Of the total planned capex for next year, $1.5 billion will go toward the firm’s NGL and transportation businesses, with 85% targeting growth projects. The firm says it’s focused on development around its existing infrastructure’s footprint, including continued expansion of the Beaumont terminal and investment in pipelines and other terminals.
Included in midstream capex is $437 million for Phillips 66 Partners LP, including $56 million of maintenance capital.

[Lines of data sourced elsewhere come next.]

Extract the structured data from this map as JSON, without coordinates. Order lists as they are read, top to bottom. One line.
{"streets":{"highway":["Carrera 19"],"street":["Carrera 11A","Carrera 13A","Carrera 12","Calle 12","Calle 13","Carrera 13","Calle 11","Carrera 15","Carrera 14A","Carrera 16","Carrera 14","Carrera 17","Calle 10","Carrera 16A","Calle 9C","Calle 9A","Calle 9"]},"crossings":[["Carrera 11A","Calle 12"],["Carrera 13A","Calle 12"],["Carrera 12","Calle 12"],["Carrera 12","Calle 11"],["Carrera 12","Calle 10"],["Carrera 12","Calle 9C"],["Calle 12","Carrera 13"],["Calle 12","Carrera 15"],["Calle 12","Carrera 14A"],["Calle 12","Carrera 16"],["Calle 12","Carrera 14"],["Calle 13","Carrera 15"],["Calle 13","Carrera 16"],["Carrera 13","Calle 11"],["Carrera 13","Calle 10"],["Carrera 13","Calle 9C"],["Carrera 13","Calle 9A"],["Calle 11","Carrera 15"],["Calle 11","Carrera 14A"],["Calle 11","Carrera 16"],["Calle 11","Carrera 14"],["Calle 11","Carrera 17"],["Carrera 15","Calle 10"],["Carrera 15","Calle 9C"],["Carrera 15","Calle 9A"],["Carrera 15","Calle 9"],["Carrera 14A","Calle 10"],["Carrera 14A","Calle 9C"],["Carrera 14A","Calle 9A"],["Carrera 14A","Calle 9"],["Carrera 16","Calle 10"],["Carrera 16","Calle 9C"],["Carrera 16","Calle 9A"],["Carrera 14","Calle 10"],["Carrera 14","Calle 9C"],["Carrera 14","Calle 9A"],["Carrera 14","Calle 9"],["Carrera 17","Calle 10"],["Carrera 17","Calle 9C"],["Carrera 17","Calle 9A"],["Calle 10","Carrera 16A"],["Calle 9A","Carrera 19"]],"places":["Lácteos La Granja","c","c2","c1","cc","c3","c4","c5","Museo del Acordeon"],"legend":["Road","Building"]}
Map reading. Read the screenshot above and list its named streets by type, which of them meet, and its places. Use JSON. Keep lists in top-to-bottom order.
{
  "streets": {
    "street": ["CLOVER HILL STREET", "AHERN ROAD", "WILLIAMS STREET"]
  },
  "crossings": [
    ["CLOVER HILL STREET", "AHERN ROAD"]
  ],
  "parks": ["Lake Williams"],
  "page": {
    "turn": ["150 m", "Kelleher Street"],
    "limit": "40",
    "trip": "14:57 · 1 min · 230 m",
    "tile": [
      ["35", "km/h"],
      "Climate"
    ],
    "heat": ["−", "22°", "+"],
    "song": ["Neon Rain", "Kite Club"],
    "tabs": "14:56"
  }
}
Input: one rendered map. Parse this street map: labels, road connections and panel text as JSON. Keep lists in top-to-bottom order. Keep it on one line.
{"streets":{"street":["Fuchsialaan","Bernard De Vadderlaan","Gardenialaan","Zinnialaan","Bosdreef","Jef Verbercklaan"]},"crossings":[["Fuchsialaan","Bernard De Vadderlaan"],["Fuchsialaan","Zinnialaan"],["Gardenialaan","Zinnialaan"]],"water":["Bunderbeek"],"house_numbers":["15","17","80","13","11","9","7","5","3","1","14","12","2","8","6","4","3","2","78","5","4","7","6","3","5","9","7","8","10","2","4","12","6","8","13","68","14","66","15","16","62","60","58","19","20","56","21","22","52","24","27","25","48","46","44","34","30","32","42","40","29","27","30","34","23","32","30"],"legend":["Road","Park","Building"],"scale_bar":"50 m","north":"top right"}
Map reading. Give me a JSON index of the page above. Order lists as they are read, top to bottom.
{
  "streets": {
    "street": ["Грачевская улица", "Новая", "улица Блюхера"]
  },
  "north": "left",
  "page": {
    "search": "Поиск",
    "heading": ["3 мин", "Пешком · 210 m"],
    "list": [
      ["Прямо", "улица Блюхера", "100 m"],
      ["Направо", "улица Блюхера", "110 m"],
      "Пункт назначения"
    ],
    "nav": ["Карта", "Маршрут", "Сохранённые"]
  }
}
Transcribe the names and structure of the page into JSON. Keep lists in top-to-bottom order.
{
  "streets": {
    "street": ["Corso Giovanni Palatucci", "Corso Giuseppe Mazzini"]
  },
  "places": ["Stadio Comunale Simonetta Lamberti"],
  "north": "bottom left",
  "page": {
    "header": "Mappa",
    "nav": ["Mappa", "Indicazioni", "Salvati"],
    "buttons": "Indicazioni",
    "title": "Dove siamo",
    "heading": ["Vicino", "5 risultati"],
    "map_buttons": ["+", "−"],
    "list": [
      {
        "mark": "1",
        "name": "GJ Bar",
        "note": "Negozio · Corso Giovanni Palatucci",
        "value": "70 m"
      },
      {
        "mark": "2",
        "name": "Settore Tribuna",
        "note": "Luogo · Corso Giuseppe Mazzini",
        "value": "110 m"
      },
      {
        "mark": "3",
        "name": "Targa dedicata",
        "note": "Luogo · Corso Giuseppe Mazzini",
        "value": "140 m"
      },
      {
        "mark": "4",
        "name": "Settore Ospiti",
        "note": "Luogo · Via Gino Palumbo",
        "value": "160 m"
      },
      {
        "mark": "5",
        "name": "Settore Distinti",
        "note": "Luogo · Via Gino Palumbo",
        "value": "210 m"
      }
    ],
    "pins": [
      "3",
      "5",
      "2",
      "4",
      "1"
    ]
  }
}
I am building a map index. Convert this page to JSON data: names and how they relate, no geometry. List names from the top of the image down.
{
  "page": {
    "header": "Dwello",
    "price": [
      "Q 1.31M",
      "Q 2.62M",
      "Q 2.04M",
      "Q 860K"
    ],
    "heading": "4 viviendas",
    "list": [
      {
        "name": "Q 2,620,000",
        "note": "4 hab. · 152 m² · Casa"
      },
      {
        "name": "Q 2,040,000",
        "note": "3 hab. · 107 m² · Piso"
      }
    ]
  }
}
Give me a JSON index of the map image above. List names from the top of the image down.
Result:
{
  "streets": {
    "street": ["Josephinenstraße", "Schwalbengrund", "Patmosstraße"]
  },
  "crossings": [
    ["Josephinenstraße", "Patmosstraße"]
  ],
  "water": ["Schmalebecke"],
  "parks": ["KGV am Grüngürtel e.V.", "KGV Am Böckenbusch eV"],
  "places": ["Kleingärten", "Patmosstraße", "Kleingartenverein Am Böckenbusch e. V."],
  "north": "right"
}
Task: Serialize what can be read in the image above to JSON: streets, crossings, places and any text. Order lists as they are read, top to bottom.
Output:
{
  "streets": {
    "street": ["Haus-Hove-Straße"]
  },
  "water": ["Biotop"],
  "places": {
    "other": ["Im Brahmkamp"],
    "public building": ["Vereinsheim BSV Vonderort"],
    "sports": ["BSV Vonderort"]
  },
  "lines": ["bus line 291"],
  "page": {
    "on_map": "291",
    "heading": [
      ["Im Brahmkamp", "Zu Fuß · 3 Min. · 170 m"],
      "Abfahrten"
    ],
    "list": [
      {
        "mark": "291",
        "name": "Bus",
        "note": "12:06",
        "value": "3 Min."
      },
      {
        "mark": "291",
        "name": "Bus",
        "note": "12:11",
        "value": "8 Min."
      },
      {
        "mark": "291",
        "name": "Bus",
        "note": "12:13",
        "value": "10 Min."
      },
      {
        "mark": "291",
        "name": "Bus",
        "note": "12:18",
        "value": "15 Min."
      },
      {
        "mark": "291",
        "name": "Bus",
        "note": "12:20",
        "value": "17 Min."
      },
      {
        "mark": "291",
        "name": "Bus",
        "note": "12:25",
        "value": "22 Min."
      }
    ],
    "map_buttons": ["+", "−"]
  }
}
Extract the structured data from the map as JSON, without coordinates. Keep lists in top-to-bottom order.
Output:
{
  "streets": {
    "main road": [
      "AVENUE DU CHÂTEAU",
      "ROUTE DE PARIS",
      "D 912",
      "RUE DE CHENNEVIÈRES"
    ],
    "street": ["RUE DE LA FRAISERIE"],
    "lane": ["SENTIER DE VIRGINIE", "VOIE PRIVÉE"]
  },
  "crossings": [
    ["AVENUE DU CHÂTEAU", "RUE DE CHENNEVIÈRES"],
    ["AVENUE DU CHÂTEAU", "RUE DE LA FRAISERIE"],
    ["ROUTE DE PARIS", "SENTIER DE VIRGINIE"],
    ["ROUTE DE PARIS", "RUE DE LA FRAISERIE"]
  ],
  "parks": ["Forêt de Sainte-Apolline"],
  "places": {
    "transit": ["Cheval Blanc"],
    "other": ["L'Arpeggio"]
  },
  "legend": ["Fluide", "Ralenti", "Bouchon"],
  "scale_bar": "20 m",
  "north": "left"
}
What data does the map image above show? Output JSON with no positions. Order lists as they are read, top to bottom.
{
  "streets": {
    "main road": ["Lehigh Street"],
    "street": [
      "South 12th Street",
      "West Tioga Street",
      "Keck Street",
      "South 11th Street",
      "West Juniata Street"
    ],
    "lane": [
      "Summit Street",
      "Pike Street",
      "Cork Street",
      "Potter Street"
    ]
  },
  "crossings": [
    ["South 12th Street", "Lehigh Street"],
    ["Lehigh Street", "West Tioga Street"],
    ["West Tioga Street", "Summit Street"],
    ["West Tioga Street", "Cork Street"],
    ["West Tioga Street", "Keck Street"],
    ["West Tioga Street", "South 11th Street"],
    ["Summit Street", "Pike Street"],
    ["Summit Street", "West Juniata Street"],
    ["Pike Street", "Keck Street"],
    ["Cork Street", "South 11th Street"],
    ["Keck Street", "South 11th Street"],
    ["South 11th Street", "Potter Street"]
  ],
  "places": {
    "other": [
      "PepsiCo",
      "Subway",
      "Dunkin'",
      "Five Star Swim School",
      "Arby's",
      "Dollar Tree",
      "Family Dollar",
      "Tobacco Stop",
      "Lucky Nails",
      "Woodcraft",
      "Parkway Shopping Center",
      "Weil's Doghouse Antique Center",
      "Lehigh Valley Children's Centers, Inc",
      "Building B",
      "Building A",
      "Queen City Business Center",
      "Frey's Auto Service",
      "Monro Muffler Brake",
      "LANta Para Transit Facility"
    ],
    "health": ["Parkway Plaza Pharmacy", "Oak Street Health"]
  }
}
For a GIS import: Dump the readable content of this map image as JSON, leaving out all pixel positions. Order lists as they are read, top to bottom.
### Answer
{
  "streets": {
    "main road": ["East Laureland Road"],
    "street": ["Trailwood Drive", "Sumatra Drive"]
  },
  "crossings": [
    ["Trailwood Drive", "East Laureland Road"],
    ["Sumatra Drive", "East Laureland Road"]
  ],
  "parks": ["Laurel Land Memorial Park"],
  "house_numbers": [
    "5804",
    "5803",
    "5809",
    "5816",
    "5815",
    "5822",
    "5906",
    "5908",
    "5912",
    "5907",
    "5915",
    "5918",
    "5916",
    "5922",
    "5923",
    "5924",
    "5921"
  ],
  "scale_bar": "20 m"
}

Expansion capital at the partnership will support organic projects such as the Bayou Bridge pipeline, which will connect the Beaumont terminal with St. James, La. The western leg of the pipeline began operation in April, while the eastern leg, with service from Lake Charles, La., to St. James, is expected to be completed in second-half 2017.
Phillips 66’s refining segment is expected to receive $905 million, 65% of which will go to reliability, safety, and environmental projects.
The firm says growth capital in refining will be directed toward small, high-return, quick pay-out projects, primarily to reduce feedstock costs and improve clean product yields. Included is a project at the Billings refinery to increase heavy crude processing capabilities and yield improvement projects at the Bayway and Ponca City refineries.
Phillips 66’s proportionate share of capital spending by joint ventures Chevron Phillips Chemical Co. LLC (CPChem), DCP Midstream LLC, and WRB Refining LP is expected to be $1.1 billion. Including these equity affiliates, the company’s total 2017 capital program is projected at $3.8 billion.
Phillips 66’s share of CPChem’s 2017 capital expenditures is expected to be $675 million. Funding will support completion of CPChem’s 3.3 billion-lb/year ethane cracker and two 1.1 billion-lb/year polyethylene facilities under construction on the US Gulf Coast. The project has been beset by weather and construction delays (OGJ, Nov. 14, 2016, p. 14).
Expected startup for the polyethylene facilities is mid-2017, with the ethane cracker expected to be in operation in the second half of next year. Once completed, the facilities will increase by one-third CPChem’s global ethylene and polyethylene capacity.
Phillips 66’s expected share of DCP Midstream’s 2017 capital spending is $243 million, while its anticipated share of WRB’s capital expenditures is $135 million. Capital spending by these three joint ventures is expected to be self-funded.